* _SOURCE INFORMATION_:

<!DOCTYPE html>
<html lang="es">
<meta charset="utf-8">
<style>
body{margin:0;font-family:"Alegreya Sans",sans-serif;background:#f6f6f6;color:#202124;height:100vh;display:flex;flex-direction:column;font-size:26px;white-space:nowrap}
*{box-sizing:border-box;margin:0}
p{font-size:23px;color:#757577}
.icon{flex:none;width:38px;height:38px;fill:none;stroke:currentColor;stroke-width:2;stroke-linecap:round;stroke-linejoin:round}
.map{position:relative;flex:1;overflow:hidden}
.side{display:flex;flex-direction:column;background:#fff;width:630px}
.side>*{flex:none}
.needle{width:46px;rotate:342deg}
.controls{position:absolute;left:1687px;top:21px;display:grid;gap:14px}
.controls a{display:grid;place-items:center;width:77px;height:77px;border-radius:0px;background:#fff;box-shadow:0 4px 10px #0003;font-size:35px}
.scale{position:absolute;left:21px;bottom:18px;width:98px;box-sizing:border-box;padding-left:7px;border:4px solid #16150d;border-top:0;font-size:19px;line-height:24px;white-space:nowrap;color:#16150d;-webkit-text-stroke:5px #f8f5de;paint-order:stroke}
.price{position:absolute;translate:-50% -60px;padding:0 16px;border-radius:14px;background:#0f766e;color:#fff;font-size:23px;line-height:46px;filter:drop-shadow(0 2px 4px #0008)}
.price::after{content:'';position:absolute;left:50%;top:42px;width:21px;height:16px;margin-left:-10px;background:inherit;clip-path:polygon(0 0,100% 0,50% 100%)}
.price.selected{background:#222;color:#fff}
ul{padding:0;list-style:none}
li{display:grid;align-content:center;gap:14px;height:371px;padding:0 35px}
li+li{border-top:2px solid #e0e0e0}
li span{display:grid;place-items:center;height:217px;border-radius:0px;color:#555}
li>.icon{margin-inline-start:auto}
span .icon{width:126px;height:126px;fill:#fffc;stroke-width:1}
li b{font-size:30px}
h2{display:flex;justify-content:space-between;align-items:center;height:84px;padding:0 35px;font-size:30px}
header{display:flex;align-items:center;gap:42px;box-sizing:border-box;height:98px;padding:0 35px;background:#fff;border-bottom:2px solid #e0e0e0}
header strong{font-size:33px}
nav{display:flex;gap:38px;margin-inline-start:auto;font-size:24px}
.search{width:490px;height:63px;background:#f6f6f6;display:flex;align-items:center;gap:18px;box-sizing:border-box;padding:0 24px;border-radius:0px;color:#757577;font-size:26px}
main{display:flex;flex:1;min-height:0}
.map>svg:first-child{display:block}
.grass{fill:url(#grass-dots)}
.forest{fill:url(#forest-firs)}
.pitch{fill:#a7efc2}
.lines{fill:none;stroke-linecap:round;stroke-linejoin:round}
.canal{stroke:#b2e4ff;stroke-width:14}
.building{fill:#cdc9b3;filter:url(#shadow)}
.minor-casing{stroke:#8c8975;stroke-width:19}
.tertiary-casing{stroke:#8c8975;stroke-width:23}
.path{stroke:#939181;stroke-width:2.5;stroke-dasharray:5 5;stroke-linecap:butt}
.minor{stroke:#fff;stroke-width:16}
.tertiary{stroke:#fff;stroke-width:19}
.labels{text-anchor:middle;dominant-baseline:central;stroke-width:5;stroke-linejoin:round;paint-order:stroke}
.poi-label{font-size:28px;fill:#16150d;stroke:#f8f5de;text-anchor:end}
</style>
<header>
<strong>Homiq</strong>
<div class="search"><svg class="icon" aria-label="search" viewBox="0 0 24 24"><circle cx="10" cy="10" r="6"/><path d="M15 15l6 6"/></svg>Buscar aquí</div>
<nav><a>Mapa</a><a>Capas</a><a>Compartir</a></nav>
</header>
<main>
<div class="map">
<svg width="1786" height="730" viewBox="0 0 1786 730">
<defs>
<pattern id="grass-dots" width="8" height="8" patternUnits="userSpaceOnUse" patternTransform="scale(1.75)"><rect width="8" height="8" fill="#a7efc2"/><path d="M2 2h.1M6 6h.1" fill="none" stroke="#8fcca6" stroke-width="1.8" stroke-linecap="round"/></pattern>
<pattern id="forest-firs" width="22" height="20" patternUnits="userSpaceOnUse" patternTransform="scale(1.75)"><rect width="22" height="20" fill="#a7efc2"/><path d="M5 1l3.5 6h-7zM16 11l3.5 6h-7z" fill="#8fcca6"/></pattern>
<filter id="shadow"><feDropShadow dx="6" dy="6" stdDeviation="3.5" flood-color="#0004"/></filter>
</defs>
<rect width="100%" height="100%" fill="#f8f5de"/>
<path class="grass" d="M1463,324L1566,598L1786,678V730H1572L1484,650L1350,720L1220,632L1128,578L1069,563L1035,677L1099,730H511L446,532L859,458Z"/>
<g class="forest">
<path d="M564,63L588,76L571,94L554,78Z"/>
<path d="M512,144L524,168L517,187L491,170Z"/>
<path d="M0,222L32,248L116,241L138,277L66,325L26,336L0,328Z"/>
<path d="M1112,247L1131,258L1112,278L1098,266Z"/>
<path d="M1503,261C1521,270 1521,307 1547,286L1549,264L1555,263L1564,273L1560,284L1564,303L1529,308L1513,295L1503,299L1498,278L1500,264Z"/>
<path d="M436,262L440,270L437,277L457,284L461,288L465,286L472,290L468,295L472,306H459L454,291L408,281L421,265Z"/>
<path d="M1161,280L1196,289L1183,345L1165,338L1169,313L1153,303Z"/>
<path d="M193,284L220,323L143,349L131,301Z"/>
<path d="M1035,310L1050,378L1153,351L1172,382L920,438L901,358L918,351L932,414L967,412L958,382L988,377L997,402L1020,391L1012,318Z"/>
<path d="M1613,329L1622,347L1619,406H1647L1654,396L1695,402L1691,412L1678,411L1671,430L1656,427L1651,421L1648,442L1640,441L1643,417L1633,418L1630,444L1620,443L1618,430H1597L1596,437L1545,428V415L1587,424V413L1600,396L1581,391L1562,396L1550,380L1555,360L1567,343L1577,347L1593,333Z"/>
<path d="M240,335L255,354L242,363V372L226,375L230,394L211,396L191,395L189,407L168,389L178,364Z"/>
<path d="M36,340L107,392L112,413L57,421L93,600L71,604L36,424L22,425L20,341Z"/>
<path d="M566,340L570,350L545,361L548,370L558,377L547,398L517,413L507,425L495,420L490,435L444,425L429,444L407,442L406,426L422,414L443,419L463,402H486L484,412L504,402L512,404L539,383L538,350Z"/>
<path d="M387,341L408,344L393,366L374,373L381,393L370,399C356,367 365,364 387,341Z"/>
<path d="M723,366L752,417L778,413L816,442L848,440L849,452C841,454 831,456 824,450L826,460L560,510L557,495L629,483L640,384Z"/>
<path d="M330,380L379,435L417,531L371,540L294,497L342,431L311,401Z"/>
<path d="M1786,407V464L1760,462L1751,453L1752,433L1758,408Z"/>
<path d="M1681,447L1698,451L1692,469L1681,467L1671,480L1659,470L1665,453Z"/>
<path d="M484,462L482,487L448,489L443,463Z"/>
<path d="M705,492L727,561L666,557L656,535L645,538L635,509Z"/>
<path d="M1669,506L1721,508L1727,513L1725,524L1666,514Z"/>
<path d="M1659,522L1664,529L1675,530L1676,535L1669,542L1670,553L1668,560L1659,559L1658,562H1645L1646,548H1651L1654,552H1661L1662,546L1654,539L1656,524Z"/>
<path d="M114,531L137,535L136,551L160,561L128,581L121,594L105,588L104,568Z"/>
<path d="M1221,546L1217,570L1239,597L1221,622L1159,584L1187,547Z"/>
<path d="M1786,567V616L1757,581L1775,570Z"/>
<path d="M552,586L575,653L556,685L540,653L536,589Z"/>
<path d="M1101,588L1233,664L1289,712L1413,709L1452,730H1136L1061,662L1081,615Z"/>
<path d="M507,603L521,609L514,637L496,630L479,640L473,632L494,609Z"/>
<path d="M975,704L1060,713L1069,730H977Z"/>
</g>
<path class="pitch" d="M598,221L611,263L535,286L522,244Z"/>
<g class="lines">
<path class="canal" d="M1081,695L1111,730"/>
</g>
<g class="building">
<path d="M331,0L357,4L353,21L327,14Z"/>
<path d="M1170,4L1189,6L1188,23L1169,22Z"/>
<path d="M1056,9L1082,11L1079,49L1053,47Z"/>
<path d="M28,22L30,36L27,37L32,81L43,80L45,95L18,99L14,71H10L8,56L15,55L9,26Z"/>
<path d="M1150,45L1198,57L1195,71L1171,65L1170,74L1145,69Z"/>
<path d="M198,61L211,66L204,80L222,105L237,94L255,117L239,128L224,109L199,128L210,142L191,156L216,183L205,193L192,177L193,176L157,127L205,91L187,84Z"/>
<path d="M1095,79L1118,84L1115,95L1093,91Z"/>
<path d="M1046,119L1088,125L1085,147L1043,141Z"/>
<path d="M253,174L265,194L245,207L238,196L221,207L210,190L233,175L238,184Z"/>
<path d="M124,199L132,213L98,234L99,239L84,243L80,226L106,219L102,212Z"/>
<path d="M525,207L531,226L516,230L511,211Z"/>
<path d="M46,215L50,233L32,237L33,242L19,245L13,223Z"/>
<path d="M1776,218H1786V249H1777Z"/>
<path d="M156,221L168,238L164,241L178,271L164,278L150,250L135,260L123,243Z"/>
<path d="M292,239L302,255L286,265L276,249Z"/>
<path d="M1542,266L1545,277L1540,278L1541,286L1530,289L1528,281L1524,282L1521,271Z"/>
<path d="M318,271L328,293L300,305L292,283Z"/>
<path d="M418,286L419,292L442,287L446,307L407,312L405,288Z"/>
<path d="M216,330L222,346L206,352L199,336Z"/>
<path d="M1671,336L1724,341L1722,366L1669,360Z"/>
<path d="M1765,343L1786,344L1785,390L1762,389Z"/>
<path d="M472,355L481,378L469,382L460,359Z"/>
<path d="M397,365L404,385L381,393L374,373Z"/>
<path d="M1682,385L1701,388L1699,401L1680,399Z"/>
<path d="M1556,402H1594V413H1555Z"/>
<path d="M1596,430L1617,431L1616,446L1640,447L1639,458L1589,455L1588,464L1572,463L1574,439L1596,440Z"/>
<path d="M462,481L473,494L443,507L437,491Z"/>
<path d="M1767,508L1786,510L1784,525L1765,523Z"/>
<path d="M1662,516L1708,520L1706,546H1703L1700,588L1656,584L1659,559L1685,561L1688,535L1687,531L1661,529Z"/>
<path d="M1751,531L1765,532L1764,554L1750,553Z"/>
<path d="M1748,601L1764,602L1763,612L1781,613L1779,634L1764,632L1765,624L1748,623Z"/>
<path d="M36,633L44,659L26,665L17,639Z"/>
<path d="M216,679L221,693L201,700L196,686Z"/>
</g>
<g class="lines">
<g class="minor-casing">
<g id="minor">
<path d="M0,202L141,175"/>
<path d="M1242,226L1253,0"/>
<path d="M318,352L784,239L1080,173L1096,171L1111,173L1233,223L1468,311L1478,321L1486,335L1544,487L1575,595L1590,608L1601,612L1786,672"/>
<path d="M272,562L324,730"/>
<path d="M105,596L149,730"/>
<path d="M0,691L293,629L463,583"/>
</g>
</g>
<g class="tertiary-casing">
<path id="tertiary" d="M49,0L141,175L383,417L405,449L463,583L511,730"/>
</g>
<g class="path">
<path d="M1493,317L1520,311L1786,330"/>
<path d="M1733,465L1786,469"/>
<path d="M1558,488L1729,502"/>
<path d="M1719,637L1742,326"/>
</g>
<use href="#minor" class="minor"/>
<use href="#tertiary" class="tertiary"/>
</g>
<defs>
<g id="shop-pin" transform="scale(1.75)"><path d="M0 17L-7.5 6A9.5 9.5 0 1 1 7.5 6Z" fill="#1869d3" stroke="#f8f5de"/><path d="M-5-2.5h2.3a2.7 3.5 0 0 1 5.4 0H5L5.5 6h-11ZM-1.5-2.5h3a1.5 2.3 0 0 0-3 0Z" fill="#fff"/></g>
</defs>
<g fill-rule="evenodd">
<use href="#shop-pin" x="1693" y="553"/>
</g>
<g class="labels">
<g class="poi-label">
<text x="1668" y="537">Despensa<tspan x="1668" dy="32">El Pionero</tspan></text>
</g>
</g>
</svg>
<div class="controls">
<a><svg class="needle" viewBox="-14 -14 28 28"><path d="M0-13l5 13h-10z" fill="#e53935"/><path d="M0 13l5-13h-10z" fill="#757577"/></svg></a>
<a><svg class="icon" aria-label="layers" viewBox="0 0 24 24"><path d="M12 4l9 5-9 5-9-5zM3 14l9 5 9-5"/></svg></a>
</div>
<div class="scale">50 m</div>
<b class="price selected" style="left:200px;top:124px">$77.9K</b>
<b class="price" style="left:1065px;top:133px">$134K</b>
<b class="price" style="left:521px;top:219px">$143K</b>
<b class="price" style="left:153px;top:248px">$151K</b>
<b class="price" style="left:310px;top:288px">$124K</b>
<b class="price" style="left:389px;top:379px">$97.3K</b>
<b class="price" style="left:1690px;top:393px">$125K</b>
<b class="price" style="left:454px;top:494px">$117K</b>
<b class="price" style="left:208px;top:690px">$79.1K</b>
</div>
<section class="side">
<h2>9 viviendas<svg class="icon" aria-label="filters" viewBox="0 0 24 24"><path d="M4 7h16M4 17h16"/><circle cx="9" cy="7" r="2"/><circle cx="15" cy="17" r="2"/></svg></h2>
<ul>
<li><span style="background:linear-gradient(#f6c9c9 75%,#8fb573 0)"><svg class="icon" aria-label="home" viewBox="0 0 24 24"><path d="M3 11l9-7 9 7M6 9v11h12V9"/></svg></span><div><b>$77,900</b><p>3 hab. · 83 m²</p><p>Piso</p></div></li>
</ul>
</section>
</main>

* _WHAT TO DO_: Check each line above for the word "controls" and copy the ones that have it.

* _RESULT OF THE TASK_:
.controls{position:absolute;left:1687px;top:21px;display:grid;gap:14px}
.controls a{display:grid;place-items:center;width:77px;height:77px;border-radius:0px;background:#fff;box-shadow:0 4px 10px #0003;font-size:35px}
<div class="controls">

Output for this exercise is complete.